--- ASSIGNED TASK ---
Take from the data every line in which the word "rows" is found.

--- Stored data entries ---
○ ○ ○ ○ ○

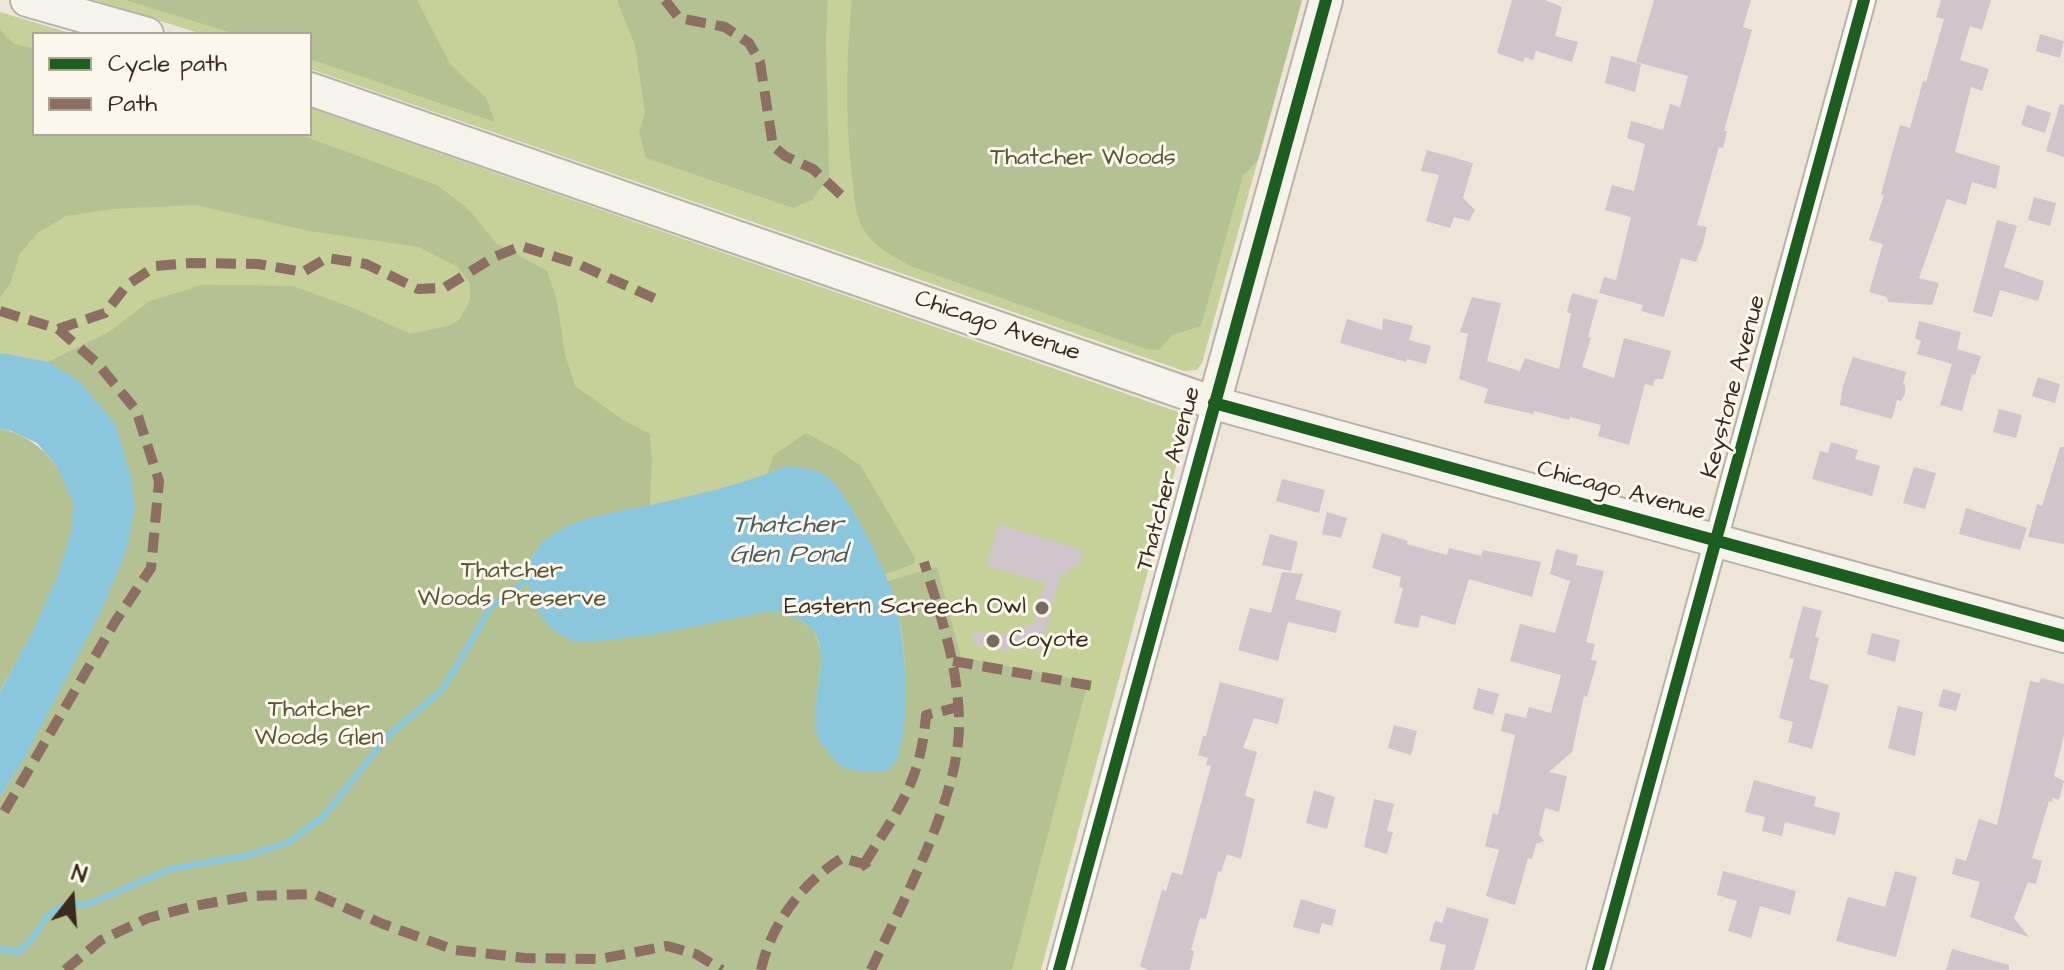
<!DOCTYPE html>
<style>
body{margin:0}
#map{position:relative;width:2064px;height:970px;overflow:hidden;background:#eee5d9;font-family:"Architects Daughter",sans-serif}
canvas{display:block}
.legend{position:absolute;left:32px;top:32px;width:280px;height:104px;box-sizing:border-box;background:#fbf7ec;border:2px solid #aea59a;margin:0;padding:10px 14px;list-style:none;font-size:24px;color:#3b2a1e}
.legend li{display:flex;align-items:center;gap:16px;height:40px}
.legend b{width:40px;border:2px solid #aea59a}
.north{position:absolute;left:32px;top:858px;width:80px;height:80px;-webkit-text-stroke:6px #fbf7ec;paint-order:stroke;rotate:17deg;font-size:22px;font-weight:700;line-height:32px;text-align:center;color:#3b2a1e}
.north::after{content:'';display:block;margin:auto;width:28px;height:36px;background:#3b2a1e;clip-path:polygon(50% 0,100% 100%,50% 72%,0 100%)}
</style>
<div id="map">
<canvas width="2064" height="970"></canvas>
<ul class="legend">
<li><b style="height:10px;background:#1b5e20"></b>Cycle path</li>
<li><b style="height:10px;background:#8d6e63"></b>Path</li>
</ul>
<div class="north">N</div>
</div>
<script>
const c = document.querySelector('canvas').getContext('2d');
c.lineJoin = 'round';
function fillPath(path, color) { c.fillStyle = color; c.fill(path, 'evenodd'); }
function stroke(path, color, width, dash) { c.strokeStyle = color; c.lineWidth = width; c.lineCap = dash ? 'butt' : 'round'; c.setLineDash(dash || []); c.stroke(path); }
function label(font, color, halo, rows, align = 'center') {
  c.font = font + ' "Architects Daughter",sans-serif'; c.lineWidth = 6; c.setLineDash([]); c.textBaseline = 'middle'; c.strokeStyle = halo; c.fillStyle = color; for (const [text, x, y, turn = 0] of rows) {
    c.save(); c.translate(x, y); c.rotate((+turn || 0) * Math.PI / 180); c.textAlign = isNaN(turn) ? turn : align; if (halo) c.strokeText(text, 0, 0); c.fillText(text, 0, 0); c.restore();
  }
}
const green = new Path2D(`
 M94,0H1302L1202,363L1197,370L1184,371L310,69V34H202Z
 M0,12L73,34H34V134H310V108L1181,413L1185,420V433L1041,970H0V797L23,761L48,362L0,354Z`);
const forest = new Path2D(`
 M126,0H417L450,64L486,98L495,122L310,59V34H235Z
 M617,0H828L826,41L829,176L812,200L793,208L646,158L639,132L645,113L635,46Z
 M852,0H1302L1258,160L1243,176L1201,326L1172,335L1159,350L1146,349L913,267C895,258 875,248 864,230C855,215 854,195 852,177C845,118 846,59 852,0Z
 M0,30L13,43L34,49V134H298L437,185L469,210L496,243L547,271L557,301L565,354L575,386L620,418L650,434L652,459L650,505C613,513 522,526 529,578C532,608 540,615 561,635L725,619L772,611L792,616L813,629L822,654L816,701L902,742C906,691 910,629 887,582C905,575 921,572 937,567L961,657L1088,682L1012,970H0V797L23,761L101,612L79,381L48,362L109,332L150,301L202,285L293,286L356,309L410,334L451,325L460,319L470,300V284L458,267L419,247L309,231L196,205L112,209L66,216L39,232L20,253L10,284L0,298Z
 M0,429C22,433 37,443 51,460C60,470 72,490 73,503C79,557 26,644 0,692Z
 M806,433L838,450L861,466L915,558L914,564L883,575L854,513L767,474L774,455Z`);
const water = new Path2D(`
 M2,353L48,362L79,381L115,423L131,477L135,508L126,551L101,612L23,761L0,797V692L35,627L58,575L72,529L73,501L57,466L37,443L11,431L0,429V354Z
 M788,466C805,469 822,469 833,482C852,503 882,564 892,591C905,629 912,719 898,757C896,763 892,767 887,771C867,773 845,774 831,756C828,751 822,746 820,741C804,711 836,653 811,628C801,618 785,614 772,611C716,621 661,636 605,640C596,641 583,644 575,641C532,628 509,565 550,536C581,515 624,511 660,503C704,493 746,483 788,466Z`);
const stream = new Path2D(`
 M0,949L19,952L34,937L46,917L60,907L88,904L171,869L245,856L289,842L323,817L388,736L443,689L491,607L529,579`);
const building = new Path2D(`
 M1512,0H1545L1562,7L1555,36L1578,42L1572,62L1536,51L1533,60L1525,57L1523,62L1497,53Z
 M1654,0H1751L1743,27L1752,30L1724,131H1727L1723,148L1719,147L1697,225L1707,227L1703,244L1696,262L1681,258L1664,317L1641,311L1643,305L1599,293L1604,277L1616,280L1631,217L1605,210L1612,185L1634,191L1645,144L1627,138L1631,121L1663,130L1670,104L1680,107L1688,76L1636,62Z
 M1941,0H1991L1982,30L1970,26L1960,60L1989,69L1982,91L1971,87L1955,152L2000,166L1996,189L1972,182L1966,205L1947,199L1919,278L1939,283L1932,305L1888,302L1887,297L1869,292L1883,244L1869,240L1884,195L1881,194L1900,125L1910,128L1923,81L1926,82L1944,19L1936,17Z
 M2040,34L2064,41L2060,58L2036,51Z
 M1611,56L1641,64L1635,92L1605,83Z
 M2060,104L2064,105V157L2046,151Z
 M2027,105L2051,113L2045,133L2021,125Z
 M1427,150L1473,163L1463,198L1475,210L1469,221L1454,217L1450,228L1426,221L1439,175L1421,171Z
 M2034,197L2056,203L2050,226L2028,220Z
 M1997,220L2017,226L2004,267L2044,281L2038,301L2000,290L1992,317L1973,312Z
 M1572,293L1598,300L1588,337L1591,338L1582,367L1614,378L1624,338L1671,351L1663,379H1655L1653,386L1645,384L1629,445L1598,436L1601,425L1570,417L1569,420L1534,411L1533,414L1484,403L1488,389L1459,379L1468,334L1460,332L1472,297L1501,303L1487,361L1520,371L1525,358L1559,369L1571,314L1567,312Z
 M1383,318L1413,326L1409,340L1431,346L1426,364L1407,359L1406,362L1340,343L1347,319L1382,330Z
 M1919,321L1961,332L1957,349L1981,356L1975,375L1972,374L1962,411L1940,405L1952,364L1917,354L1921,341L1915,338Z
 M1853,357L1906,372L1903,384L1905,385V394L1901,401L1897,400L1892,419L1840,405L1843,386Z
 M2038,377L2060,384L2055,403L2032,396Z
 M1999,409L2022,415L2016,438L1993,432Z
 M1831,442L1858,450L1855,459L1880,466L1872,496L1812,479L1820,451L1828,453Z
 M2060,447H2064V544L2028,537L2037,504L2042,506Z
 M1914,467L1936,473L1925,509L1903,503Z
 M1282,479L1325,490L1319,513L1276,501Z
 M1966,508L2027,528L2020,550L1959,534Z
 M1327,512L1347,518L1341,538L1322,534Z
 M998,524L1082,550L1078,567L1071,566L1068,575L1061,573L1040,653L1037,652L1036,641L1019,640L1009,650L1004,651L991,644L977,646L973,641V635L980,631L994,638L1003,634H1016L1023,626L1035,623V603L1048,584L987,566Z
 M1382,533L1408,541L1407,544L1447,555L1449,548L1481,556L1483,550L1541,562L1532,597L1469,579L1455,625L1421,615L1418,628L1394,623L1403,588L1399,587L1401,577L1372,568Z
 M1270,534L1298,542L1291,571L1262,565Z
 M1556,549L1578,555L1576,565L1604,571L1586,642L1595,644L1591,660L1597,661L1587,697L1584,696L1572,752L1549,772L1567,776L1559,812L1545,808L1539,834L1544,841L1536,844L1532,859L1528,858L1515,905L1486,896L1499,850L1485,846L1493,813L1498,815L1515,735L1501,731L1505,713L1526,718L1529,707L1551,713L1561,675L1510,661L1520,624L1555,633L1570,581L1550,574Z
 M1282,572L1303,574L1295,599L1341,611L1336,633L1288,622L1278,661L1238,650L1250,608L1271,613Z
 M1803,606L1822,611L1815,637L1819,638L1809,679L1829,685L1812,749L1788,742L1793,722L1779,718L1794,659L1789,658Z
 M1872,633L1900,640L1895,662L1867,654Z
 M2041,678L2064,684V735L2054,776L2064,781L2059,800L2053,798L2052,802L2049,801L2032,858L2042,861L2036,884L2028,882L2014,918L2029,937L1970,917L1980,882L1952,874L1956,858L1966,861L1979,819L1997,825L2030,681L2039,683Z
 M1220,682L1284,699L1278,724L1254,718L1243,748L1257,752L1245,796L1255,799L1241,859L1227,854L1221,872L1218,871L1206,919L1200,918L1191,950L1194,951L1190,970H1148L1140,966L1162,890L1166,891L1172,872L1182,875L1211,766L1206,765L1208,758L1198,755L1203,736H1206Z
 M1478,688L1499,694L1493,715L1473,709Z
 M1943,689L1961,694L1956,711L1938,706Z
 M1898,706L1923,712L1915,756L1888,748Z
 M1394,725L1417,731L1411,755L1388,748Z
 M1754,780L1816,797L1814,806L1840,813L1835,835L1785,822L1782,836L1762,831L1765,817L1745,812Z
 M1314,790L1335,797L1327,829L1306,823Z
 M1374,799L1394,804L1387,831L1393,832L1387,854L1364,847Z
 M1723,871L1796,891L1790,915L1760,906L1751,938L1728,931L1737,901L1717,895Z
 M1895,871L1917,877L1896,957L1836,941L1848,897L1885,907Z
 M1301,899L1336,910L1332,926L1322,923L1319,934L1293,927Z
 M1447,907L1489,919L1474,970H1440L1446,945L1429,941L1435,921L1442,923Z
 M1952,949L2009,965V970H1946Z`);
const street = new Path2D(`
 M1059,970L1214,403
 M1598,970L1864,0`);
const secondary = new Path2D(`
 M27,0L147,34
 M310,89L1214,403L2064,636
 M1214,403L1326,0`);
const quiet = new Path2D(`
 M665,0L679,18L725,27L749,43L760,62L773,146L785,156L813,169L841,195
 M0,311L58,329L97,363L136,410L159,481L151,568L115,622L0,819
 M58,329L105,313L127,285L156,266L191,263L258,264L303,272L327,258L366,264L418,289L444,288L494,257L521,246L578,264L656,299
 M953,661L1093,686
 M864,864C898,810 921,781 926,715L958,707
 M65,970L101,940L148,918L194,906L249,896L314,894L383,924L455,950L525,958L600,959L667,946L696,954L722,970
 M761,970C771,924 802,883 842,858L864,864L872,875
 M871,970C902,902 957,803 959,729C960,671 941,616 924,562`);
const cycleway = new Path2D(`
 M1214,403L2064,636
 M1059,970L1326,0
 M1598,970L1864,0`);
const markers = [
 [1042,608,8,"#7a6b5f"],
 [993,641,8,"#7a6b5f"]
];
const parkNames = [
 ["Thatcher Woods",1083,159],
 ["Thatcher",512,572],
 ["Woods Preserve",512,600],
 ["Thatcher",319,711],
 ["Woods Glen",319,739]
];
const streetNames = [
 ["Chicago Avenue",997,327,19],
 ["Keystone Avenue",1735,387,-75],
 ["Thatcher Avenue",1170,479,-75],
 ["Chicago Avenue",1621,492,15]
];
const poiNames = [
 ["Eastern Screech Owl",1026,608],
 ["Coyote",1009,641,"left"]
];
const waterNames = [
 ["Thatcher",788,527],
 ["Glen Pond",788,557]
];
fillPath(green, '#c6d099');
fillPath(forest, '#b4c293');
fillPath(water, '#8ac6dc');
stroke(stream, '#8ac6dc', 6);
fillPath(building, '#cfc5cb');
stroke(street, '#b9b2a9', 26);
stroke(secondary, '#b9b2a9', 36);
stroke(street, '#fcfbf9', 22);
stroke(secondary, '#f6f2ec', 32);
stroke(quiet, '#8d6e63', 10, [20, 10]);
stroke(cycleway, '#1b5e20', 12);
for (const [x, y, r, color] of markers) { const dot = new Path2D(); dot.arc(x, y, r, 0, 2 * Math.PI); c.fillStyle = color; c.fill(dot); stroke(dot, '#fbf7ec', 3); }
label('24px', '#5b5633', '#fbf7ec', parkNames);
label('24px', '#3b2a1e', '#fbf7ec', streetNames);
label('24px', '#3b2a1e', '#fbf7ec', poiNames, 'right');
label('italic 26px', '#485c61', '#fbf7ec', waterNames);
</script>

○ ○ ○ ○ ○

--- TASK RESULT ---
function label(font, color, halo, rows, align = 'center') {
  c.font = font + ' "Architects Daughter",sans-serif'; c.lineWidth = 6; c.setLineDash([]); c.textBaseline = 'middle'; c.strokeStyle = halo; c.fillStyle = color; for (const [text, x, y, turn = 0] of rows) {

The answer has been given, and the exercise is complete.